Hollywood is suffering an "epidemic of invisibility" among ethnic minorities, women and LGBT people, a new study showed Monday, just days ahead of the film industry's glittering Oscars awards night.
From the boardrooms of film and television studios to the actors in front of the camera, the industry is overwhelmingly white, male and heterosexual, the report by the University of Southern California found.
"This is no mere diversity problem.
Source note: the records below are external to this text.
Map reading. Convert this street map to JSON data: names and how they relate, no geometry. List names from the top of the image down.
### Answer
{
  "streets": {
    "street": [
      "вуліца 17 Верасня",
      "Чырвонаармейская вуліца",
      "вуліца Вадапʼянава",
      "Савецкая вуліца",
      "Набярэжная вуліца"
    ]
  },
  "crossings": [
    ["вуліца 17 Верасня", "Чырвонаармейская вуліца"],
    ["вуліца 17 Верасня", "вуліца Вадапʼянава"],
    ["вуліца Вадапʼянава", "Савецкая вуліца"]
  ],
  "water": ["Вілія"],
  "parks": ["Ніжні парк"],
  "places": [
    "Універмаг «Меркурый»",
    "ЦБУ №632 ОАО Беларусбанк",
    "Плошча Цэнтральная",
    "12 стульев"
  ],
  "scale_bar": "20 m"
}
This is an inclusion crisis," said Stacy Smith, of USC's Annenberg School for Communication and Journalism, who authored the report.
The study comes with a social media campaign under the hashtag #OscarsSoWhite threatening to overshadow the Academy Awards on Sunday, the culmination of Hollywood's annual awards season.
No ethnic minority actor or actress has been nominated in any of the top categories for the second year running, sparking an outcry against the Academy of Motion Picture Arts and Sciences.
"Overall, the landscape of media content is still largely whitewashed," concluded the report, which looked at Hollywood output aired from September 2014 to August 2015.
Of 11,300 speaking characters in 414 film and TV series studied by researchers, one third were female while just 28 percent were ethnic minorities, far short of the proportion in society at large, usually given at somewhere approaching 40 percent.
Just two percent were LGBT-identified, while 74 percent of characters aged over 40 were men.
Around half of the 305 shows and 109 movies did not feature a single Asian or Asian-American character while a fifth had no black characters.
Behind the camera, just 15 percent of directors, 29 percent of writers and 23 percent of series creators were female.
"The hashtag #OscarsSoWhite should be changed to #HollywoodSoWhite, as our findings show that an epidemic of invisibility runs throughout popular storytelling," the report said.
The study reflects the 2015 Hollywood Diversity Report, produced by the University of California, Los Angeles, which found that ethnic minorities were under-represented on every front, from leading acting roles and directing to writing and reality television.
Film studio heads were 94 percent white and 100 percent male, while senior managers were 92 percent white and 83 percent male. The pattern was repeated in television.
The Academy's board, smarting from claims of institutional racism, has announced that by 2020 it will double the number of women and people from minority backgrounds among its voting members, which it currently puts at 24 percent and seven percent respectively.